● **WORK TO BE COMPLETED**
Locate each line with the string "canvas" in the listing below and copy it.

● **WORKING DATA**
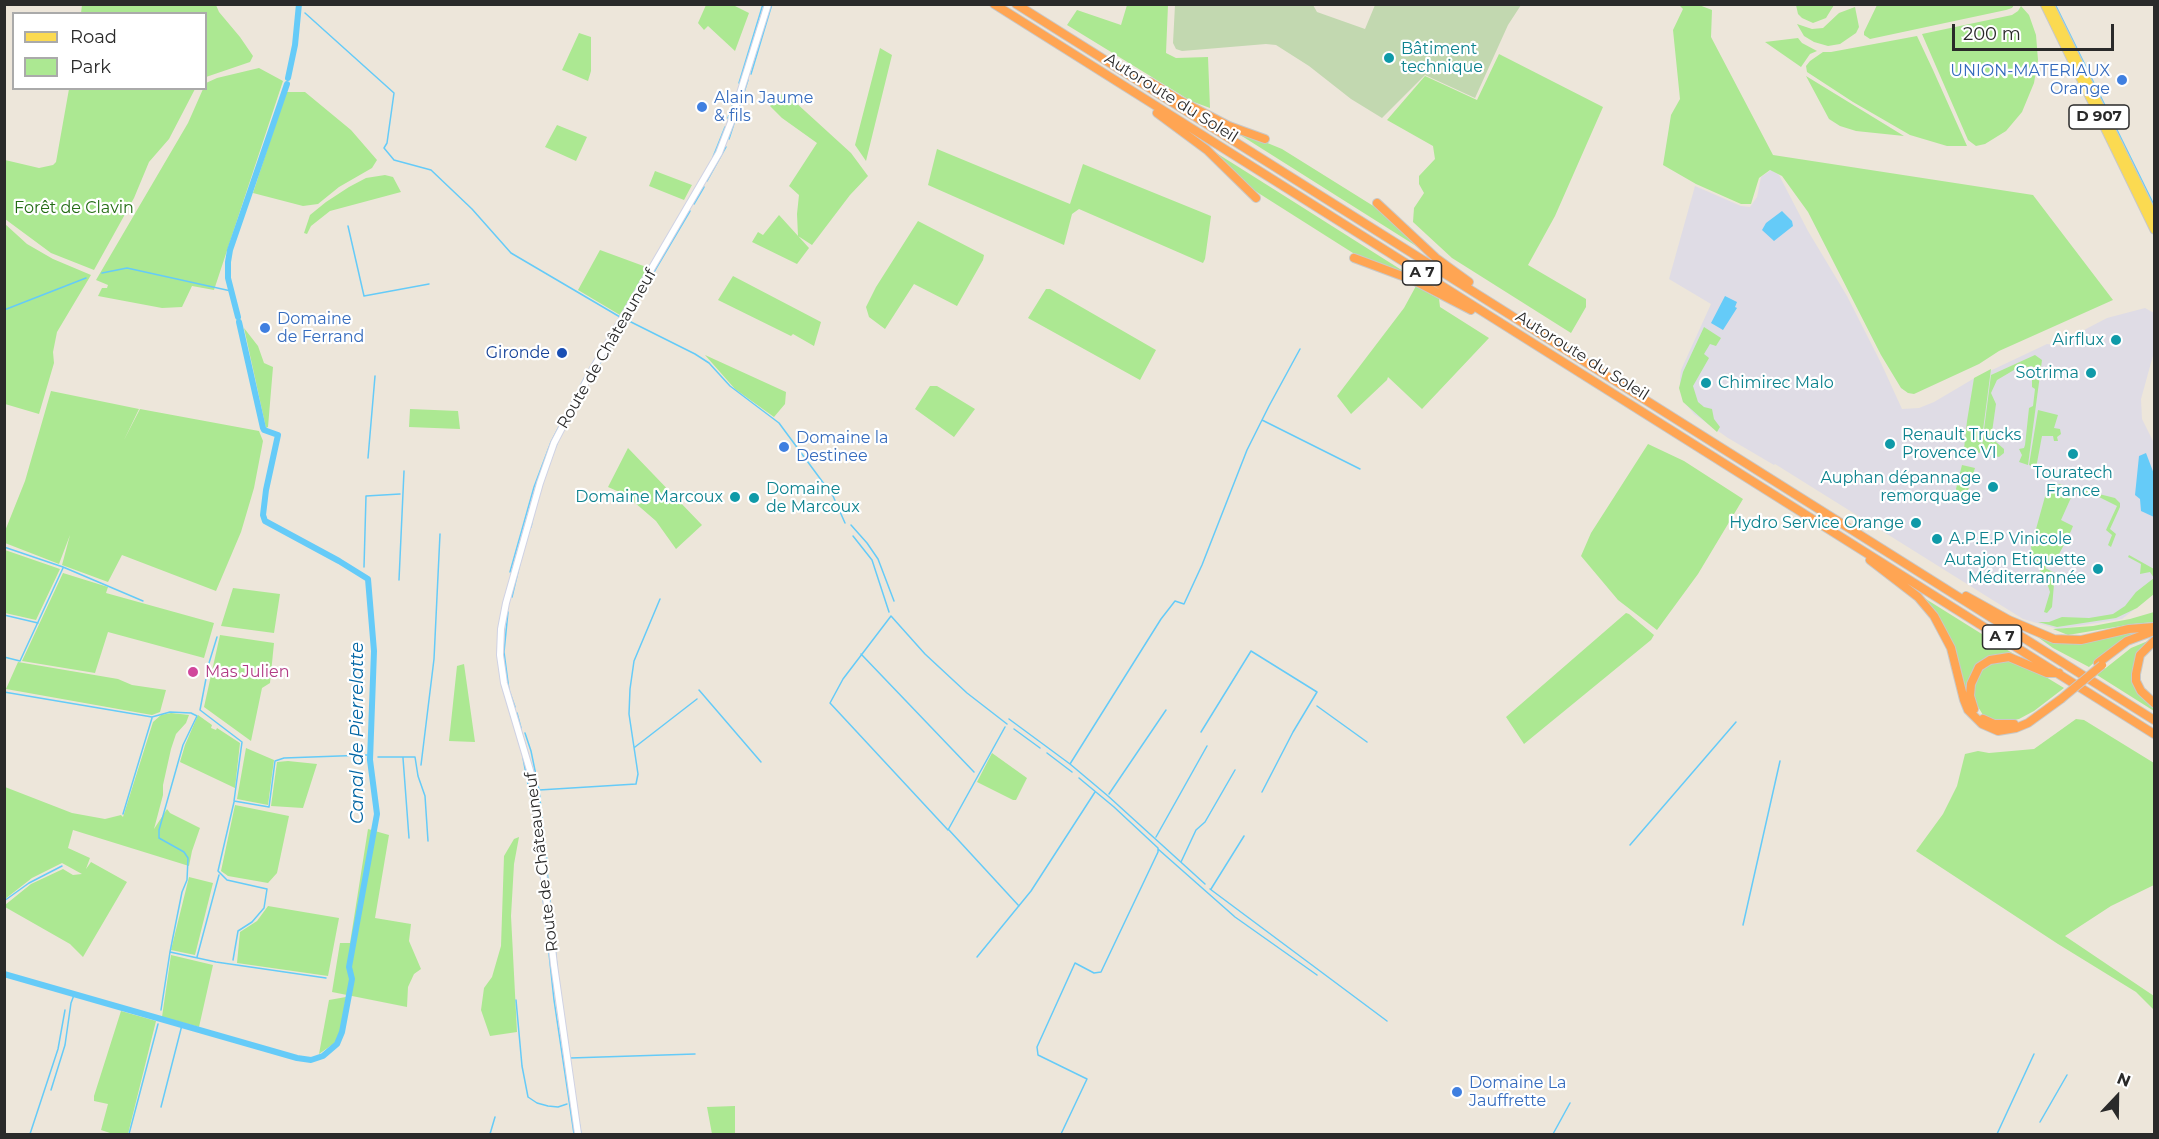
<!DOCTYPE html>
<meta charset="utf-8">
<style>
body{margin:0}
#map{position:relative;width:2159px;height:1139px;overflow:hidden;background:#ede6da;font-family:Montserrat,sans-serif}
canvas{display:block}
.frame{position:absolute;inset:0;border:6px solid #2a2a2a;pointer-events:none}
.legend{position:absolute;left:12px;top:12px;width:195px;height:78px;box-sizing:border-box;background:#fff;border:2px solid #aaa;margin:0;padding:8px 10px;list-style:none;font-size:18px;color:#2a2a2a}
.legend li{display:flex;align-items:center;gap:12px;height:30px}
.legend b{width:30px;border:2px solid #aaa}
.north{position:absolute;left:2087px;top:1067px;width:60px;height:60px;-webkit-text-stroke:4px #fff;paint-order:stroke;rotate:22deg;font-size:16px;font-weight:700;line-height:24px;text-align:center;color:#2a2a2a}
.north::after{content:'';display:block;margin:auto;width:21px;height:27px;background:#2a2a2a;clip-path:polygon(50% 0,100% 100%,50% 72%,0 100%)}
.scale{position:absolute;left:1952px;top:24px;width:162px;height:27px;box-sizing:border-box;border:3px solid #2a2a2a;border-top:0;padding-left:8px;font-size:18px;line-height:21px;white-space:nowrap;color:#2a2a2a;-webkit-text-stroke:4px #fff;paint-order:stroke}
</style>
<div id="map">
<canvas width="2159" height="1139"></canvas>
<div class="frame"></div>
<ul class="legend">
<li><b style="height:8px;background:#fbda51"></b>Road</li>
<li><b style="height:16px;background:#ace892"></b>Park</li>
</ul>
<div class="north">N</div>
<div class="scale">200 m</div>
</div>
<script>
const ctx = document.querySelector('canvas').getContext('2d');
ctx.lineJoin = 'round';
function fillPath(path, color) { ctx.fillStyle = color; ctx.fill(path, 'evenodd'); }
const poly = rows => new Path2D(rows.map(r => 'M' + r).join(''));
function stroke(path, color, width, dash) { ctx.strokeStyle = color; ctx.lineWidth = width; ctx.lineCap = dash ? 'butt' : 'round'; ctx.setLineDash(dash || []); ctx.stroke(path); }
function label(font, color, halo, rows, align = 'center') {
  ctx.font = font + ' Montserrat,sans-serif'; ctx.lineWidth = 4.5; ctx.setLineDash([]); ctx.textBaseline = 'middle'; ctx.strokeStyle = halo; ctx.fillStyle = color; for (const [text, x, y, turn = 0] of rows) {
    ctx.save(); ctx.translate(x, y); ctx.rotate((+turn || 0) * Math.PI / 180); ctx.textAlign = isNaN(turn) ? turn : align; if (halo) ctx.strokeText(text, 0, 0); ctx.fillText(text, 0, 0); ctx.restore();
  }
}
const industrial = poly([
 [1771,170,1779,175,1808,231,1847,296,1881,363,1902,409,1919,408,1934,402,1973,379,2047,344,2062,346,2086,329,2107,318,2145,308,2154,313,2154,352,2141,399,2142,419,2154,443,2154,594,2122,619,2058,629,2023,619,1775,464,1774,465,1728,438,1694,414,1683,401,1680,388,1680,379,1681,370,1711,304,1669,279,1695,186,1741,206,1750,207,1757,197,1761,177]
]);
const green = poly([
 [82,5,216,5,219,12,240,37,253,56,250,62,206,77,206,14,81,13],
 [706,5,733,5,749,13,735,51,708,26,704,30,698,23],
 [1127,5,1168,5,1166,53,1176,58,1208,57,1210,108,1191,101,1067,25,1077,10,1121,25],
 [1679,5,1699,5,1712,10,1711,37,1773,155,2033,195,2113,300,1999,351,1979,364,1914,394,1908,393,1901,388,1881,355,1808,212,1782,176,1770,170,1759,178,1751,204,1741,204,1696,184,1663,165,1671,115,1680,99,1673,30,1683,9],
 [1796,5,1796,4,1834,5,1826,18,1813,23,1802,18,1798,14],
 [1877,5,1877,4,2014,5,2012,8,2006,10,1870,39,1864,35,1864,32],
 [2021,6,2029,15,2036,35,2038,60,2034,83,2022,112,2006,131,1985,144,1976,146,1968,140,1922,34,2012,15,2018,11],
 [1855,7,1859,27,1856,33,1840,44,1828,46,1814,42,1804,36,1797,24,1812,29,1823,28,1839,13],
 [579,33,591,37,591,71,588,81,562,70],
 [1917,36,1933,70,1967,146,1947,146,1910,135,1853,102,1807,72,1806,66,1810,61,1823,52,1831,52],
 [1798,38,1802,43,1817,51,1810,54,1801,67,1765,42],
 [880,48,892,55,866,161,855,145],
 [1499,54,1603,107,1555,216,1528,265,1586,299,1586,307,1571,333,1452,258,1413,222,1414,208,1424,193,1419,184,1419,176,1435,159,1433,146,1387,120,1425,76,1477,100],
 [259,68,283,81,214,290,192,286,182,307,162,308,98,296,102,288,107,288,108,285,96,280,188,123,203,89,206,88,206,83,217,78],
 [1806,76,1904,136,1856,131,1840,126,1829,119],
 [69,89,195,89,169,139,149,162,134,198,94,270,51,253,5,219,5,160,39,168,53,165,56,162],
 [286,92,305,92,351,130,377,160,372,168,339,187,318,204,303,206,253,193],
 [777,92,794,101,851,153,868,176,850,195,812,245,798,236,797,214,799,195,789,186,817,143,782,118,770,106],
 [557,125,587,137,576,161,545,147],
 [1226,126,1282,149,1383,212,1424,251],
 [937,149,1070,204,1083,164,1211,216,1205,259,1203,263,1079,209,1072,214,1064,245,928,185],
 [1210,149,1283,195,1411,276,1353,253,1252,189],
 [655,171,692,185,684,200,649,186],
 [385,175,393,177,401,192,330,211,311,226,307,234,304,233,310,215,326,202,349,187,366,178],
 [779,215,809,248,797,264,752,242,758,232,763,235],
 [918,221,984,255,983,260,957,306,914,284,885,329,869,317,866,307,876,287],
 [5,224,27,244,53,259,91,275,57,332,53,352,54,363,39,414,5,404],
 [600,250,649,268,620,315,578,290],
 [733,276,821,322,814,346,793,334,791,336,718,300],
 [1416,286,1439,299,1440,307,1489,338,1422,409,1388,377,1387,380,1351,414,1337,396,1404,308],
 [1046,289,1050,289,1156,350,1140,380,1028,318],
 [1704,327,1721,338,1716,346,1710,344,1704,354,1709,358,1693,386,1698,402,1704,407,1712,409,1714,419,1720,427,1717,432,1683,402,1679,388,1683,372],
 [244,328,258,346,264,363,273,367,268,427,266,428],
 [705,355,786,392,785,404,774,417,735,389],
 [2035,355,2042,360,2028,465,2019,462,2022,455,2019,449,2024,448,2025,445,2029,408,2033,406,2035,389,2032,387,2032,380,2035,380,2037,377,2035,369,2032,366,2014,370,1997,380,1991,393,1996,404,1992,432,1996,442,2004,449,2004,453,1999,457,1981,453,1991,375],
 [1991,369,1980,453,1964,449,1967,421,1974,378],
 [930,386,937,386,975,409,954,437,915,409],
 [51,391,139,409,124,440,140,409,259,431,263,441,254,488,241,532,216,591,122,555,108,582,62,565,70,535,59,564,5,543,5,531,25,481],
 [410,409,458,411,460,429,409,427],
 [2038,410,2058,415,2054,428,2060,429,2061,434,2057,437,2058,441,2054,441,2053,436,2042,436,2036,468,2029,465],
 [1648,444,1684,461,1743,499,1698,574,1657,630,1618,600,1581,556,1591,533],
 [628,448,702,525,676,549,656,521,626,495,608,487],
 [1962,465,1975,468,1966,497,1955,493],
 [2059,484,2115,498,2120,503,2120,507,2110,529,2116,534,2111,547,2108,545,2112,535,2106,530,2117,506,2097,496,2074,491,2061,520,2073,526,2071,531,2055,562,2052,561,2045,568,2055,573,2052,607,2047,613,2044,612,2050,592,2047,583,2033,558,2031,547,2046,493,2052,486],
 [5,550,60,569,36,620,5,613],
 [2129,555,2154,569,2154,594,2137,608,2116,618,2057,627,2038,622,2049,622,2062,617,2089,618,2113,614,2125,606,2136,592,2154,578,2150,572,2140,574,2141,564,2128,557],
 [63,573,108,587,106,593,214,623,204,658,108,632,95,673,22,661],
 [233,588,280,594,274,633,221,626],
 [1921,596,2017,656,2006,655,1975,667,1966,687,1962,688,1958,668],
 [2154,612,2154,622,2133,624,2068,635,2053,629,2093,626,2130,619],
 [1626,613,1629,614,1654,635,1651,640,1524,744,1506,717],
 [2145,630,2098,659,2089,667,2053,648,2035,635,2052,640],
 [220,635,274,643,270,683,262,688,251,741,204,707],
 [2148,641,2143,646,2132,672,2154,706,2154,711,2097,675,2131,648],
 [2002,661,2013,662,2041,674,2064,688,2034,711,2019,719,2010,721,1991,719,1983,715,1974,700,1975,680,1985,667,1993,662],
 [18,662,118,679,132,685,166,690,160,712,152,715,6,689],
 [464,664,475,742,449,741,457,666],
 [171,713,189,715,186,723,176,734,171,749,163,785,163,795,154,829,167,809,170,813,200,828,192,851,189,866,73,830,68,848,90,858,86,869,91,862,127,882,83,957,70,944,5,907,5,905,31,884,63,869,73,875,82,874,62,863,32,878,5,899,5,787,72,813,105,819,121,815,123,817,153,722,161,715],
 [198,715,212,725,211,728,216,730,217,728,240,743,235,788,180,762,185,745],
 [2076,719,2084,720,2154,763,2154,885,2111,906,2065,936,2154,996,2154,1010,2136,992,2058,944,1916,851,1943,814,1957,786,1965,754,1978,751,1989,753,2034,749],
 [246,748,274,760,268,805,237,799],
 [992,753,1027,778,1016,800,1013,800,977,782],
 [288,761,317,764,303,808,271,806,277,762],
 [235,805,289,816,277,873,268,883,228,876,221,871],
 [368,829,389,835,375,918,411,924,409,941,421,969,414,974,408,987,407,1007,332,992,340,943,350,943],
 [519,837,514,864,511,916,517,1032,490,1036,481,1010,484,988,492,977,501,946,504,856,514,839],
 [189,877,213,883,195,955,171,950],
 [268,906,339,918,328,976,237,963,240,932,257,921],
 [171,955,213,965,199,1027,162,1017],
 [346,997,340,1032,336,1042,319,1054,329,1000],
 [121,1011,156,1021,128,1134,113,1134,101,1130,108,1104,94,1101,94,1096],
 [735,1106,735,1134,712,1134,707,1107]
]);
const cemetery = poly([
 [1175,5,1313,5,1317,12,1365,29,1375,5,1521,5,1508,25,1475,98,1425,75,1382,118,1351,99,1309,66,1276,45,1266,44,1182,51,1176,49,1173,43]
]);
const water = poly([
 [1782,211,1792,221,1793,226,1774,241,1762,230,1766,223],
 [1725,296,1737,302,1735,307,1737,308,1723,330,1711,323],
 [2146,453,2154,474,2154,517,2141,511,2140,499,2135,495,2139,456]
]);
const stream = poly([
 [2055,4,2154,205],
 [305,13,394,93,387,143,384,148,394,160,431,170,472,209,511,253,620,317],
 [751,74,772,4],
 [739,83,763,4],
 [728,118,732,106],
 [729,139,748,80],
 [713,157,725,127],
 [707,181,726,147],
 [694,204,704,187],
 [348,226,364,296,429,284],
 [102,273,127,268,231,291],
 [4,310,86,278],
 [627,320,695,354,709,363,730,386,779,423,833,496,845,523],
 [590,368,596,358],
 [596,370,690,211],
 [1262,420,1360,469],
 [552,456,558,441],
 [368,458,375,376],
 [851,525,867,543,878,559,894,601],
 [531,527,533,517],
 [853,536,872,560,889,612],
 [4,547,63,567,143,601],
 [364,567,366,496,400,494],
 [510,572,534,487,551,442,586,375],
 [399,580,404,471],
 [512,597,520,563],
 [508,612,504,652,509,690,515,707],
 [4,615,38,623],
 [217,637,209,663,200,710,242,742,234,801,269,807,275,761,284,758,367,755],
 [861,654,974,772],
 [4,657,20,661,63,568],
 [699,690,761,762],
 [4,692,152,717,170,712,191,713,197,716,183,745,159,830,159,838,184,852,188,858,187,880,182,892,170,952,161,1010],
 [1317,706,1367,742],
 [517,713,521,728],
 [1009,719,1070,764,1108,796,1205,884],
 [1005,727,948,830,830,703,843,679,891,616,925,654,967,693,1007,724],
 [1014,729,1040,748],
 [1201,732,1251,651,1317,692,1293,732,1262,792],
 [525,733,531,751,539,790,547,862],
 [635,747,697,699],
 [1047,753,1072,772],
 [378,757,415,757,418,776,425,796,428,841],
 [403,758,409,838],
 [523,758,532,805],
 [1070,764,1161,619,1175,601,1184,604,1202,565,1247,450,1269,406,1300,349],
 [421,765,434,659,440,534],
 [539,790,636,784,638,774,629,714,630,689,634,661,660,599],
 [1109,794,1166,710],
 [123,814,152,718],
 [949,830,1019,906],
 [1156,837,1207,746],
 [1630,845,1736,722],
 [1158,849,1235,917,1317,975],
 [1181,862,1196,830,1205,822,1235,770],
 [540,870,554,1000,574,1134],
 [547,870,557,967],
 [1210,889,1387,1021],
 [1211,889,1244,836],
 [4,901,29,883,62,866],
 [1743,925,1780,761],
 [170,952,216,962,326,978],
 [197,957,219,875],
 [977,957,1031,891,1095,792],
 [233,960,238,931,252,922,264,908,267,889,227,880,218,871,234,802],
 [516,1000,522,1066,528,1097,537,1103,548,1106,558,1107,567,1104],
 [570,1058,695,1054],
 [51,1090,65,1045,71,1003,74,995],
 [161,1107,182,1025],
 [579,1122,581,1134],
 [2040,1122,2067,1075],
 [30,1134,58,1049,65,1010],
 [129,1134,158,1024],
 [490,1134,495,1117],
 [1061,1134,1087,1079,1038,1055,1037,1047,1075,963,1094,973,1101,972,1158,852,1158,848,1114,807,1079,778],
 [1553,1134,1570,1103],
 [1997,1134,2034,1054]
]);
const canal = poly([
 [288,78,295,45,299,4],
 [238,317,228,278,228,262,230,250,287,84],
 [4,974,297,1058,311,1060,323,1056,337,1044,342,1032,352,979,349,967,377,814,370,760,374,651,368,579,339,561,265,521,263,515,266,490,278,435,264,430,263,428,239,322]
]);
const secondary = poly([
 [578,1134,554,965,532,777,504,683,500,655,501,629,506,603,540,483,554,443,591,372,719,153,731,122,768,4]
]);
const primary = poly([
 [2044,4,2154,230],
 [2050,4,2154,216]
]);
const highway = poly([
 [994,4,2154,734],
 [1016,4,2154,720],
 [1150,82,1179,100,1229,126,1265,139],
 [1157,113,1207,150,1256,198],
 [1377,203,1436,258,1469,282],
 [1354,258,1413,280,1471,310],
 [1870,560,1918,597,1934,616,1951,648,1964,700,1968,710,1982,724,1998,731,2016,728,2028,723,2061,699],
 [1966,596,2009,620,2054,639,2081,640,2129,629,2154,627],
 [2154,641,2140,655,2136,674,2136,681,2141,691,2154,703],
 [2098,663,2127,641,2154,631],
 [1974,709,1970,696,1971,684,1979,667,1990,660,2009,657,2047,673,2059,673],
 [1983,719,1994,724,2014,724]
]);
const highwayBridge = poly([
 [2061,699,2102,665]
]);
const markers = [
 [1389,58,6,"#0f9aa8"],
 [2122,80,6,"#3f7fe0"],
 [702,107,6,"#3f7fe0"],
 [265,328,6,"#3f7fe0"],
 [2116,340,6,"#0f9aa8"],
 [562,353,6,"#1a4fb4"],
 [2091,373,6,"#0f9aa8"],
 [1706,383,6,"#0f9aa8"],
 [1890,444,6,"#0f9aa8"],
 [784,447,6,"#3f7fe0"],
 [2073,454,6,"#0f9aa8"],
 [1993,487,6,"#0f9aa8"],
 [735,497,6,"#0f9aa8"],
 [754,498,6,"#0f9aa8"],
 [1916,523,6,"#0f9aa8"],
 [1937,539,6,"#0f9aa8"],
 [2098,569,6,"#0f9aa8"],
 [193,672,6,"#d1479c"],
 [1457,1092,6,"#3f7fe0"]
];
const shields = [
 [2099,117,60],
 [1422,273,39],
 [2002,637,39]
];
const shieldNames = [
 ["D 907",2099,117],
 ["A 7",1422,273],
 ["A 7",2002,637]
];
const cultureNames = [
 ["Bâtiment",1401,49,"left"],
 ["technique",1401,67,"left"],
 ["Airflux",2104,340],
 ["Sotrima",2079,373],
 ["Chimirec Malo",1718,383,"left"],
 ["Renault Trucks",1902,435,"left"],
 ["Provence VI",1902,453,"left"],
 ["Touratech",2073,473,"center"],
 ["France",2073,491,"center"],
 ["Auphan dépannage",1981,478],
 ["remorquage",1981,496],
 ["Domaine",766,489,"left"],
 ["de Marcoux",766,507,"left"],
 ["Domaine Marcoux",723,497],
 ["Hydro Service Orange",1904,523],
 ["A.P.E.P Vinicole",1949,539,"left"],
 ["Autajon Etiquette",2086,560],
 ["Méditerrannée",2086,578]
];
const shopNames = [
 ["UNION-MATERIAUX",2110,71,"right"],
 ["Orange",2110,89,"right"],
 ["Alain Jaume",714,98],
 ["& fils",714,116],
 ["Domaine",277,319],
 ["de Ferrand",277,337],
 ["Domaine la",796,438],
 ["Destinee",796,456],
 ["Domaine La",1469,1083],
 ["Jauffrette",1469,1101]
];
const streetNames = [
 ["Autoroute du Soleil",1171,98,32],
 ["Route de Châteauneuf",607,349,-60],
 ["Autoroute du Soleil",1582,356,32],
 ["Route de Châteauneuf",542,862,-97]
];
const parkNames = [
 ["Forêt de Clavin",74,208]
];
const transitNames = [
 ["Gironde",550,353]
];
const hotelNames = [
 ["Mas Julien",205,672]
];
const waterNames = [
 ["Canal de Pierrelatte",358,733,-90]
];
fillPath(industrial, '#dfdce5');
fillPath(green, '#ace892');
fillPath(cemetery, '#c2d8b0');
fillPath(water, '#65cbf8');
stroke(stream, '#65cbf8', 1.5);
stroke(canal, '#65cbf8', 6);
stroke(secondary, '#cfd2e4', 8);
stroke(primary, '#c8c8c8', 9);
stroke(highway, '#c8c8c8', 10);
stroke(secondary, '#fff', 6);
stroke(primary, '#fbda51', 7);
stroke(highway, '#ffa553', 8);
stroke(highwayBridge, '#c8c8c8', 10, []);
stroke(highwayBridge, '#ffa553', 8);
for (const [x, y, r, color] of markers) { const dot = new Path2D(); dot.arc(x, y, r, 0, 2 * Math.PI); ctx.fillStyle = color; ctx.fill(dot); stroke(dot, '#fff', 2); }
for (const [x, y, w] of shields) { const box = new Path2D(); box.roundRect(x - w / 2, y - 12, w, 24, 4.5); ctx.fillStyle = '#fff'; ctx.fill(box); stroke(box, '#2a2a2a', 1.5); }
label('bold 15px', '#2a2a2a', null, shieldNames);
label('16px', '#0d838f', '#fff', cultureNames, 'right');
label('16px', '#366cbe', '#fff', shopNames, 'left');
label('16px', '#2a2a2a', '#fff', streetNames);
label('16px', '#236c14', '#fff', parkNames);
label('16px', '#164399', '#fff', transitNames, 'right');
label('16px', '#b23c85', '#fff', hotelNames, 'left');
label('italic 18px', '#0366a4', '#fff', waterNames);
</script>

● **YOUR RESPONSE**
canvas{display:block}
<canvas width="2159" height="1139"></canvas>
const ctx = document.querySelector('canvas').getContext('2d');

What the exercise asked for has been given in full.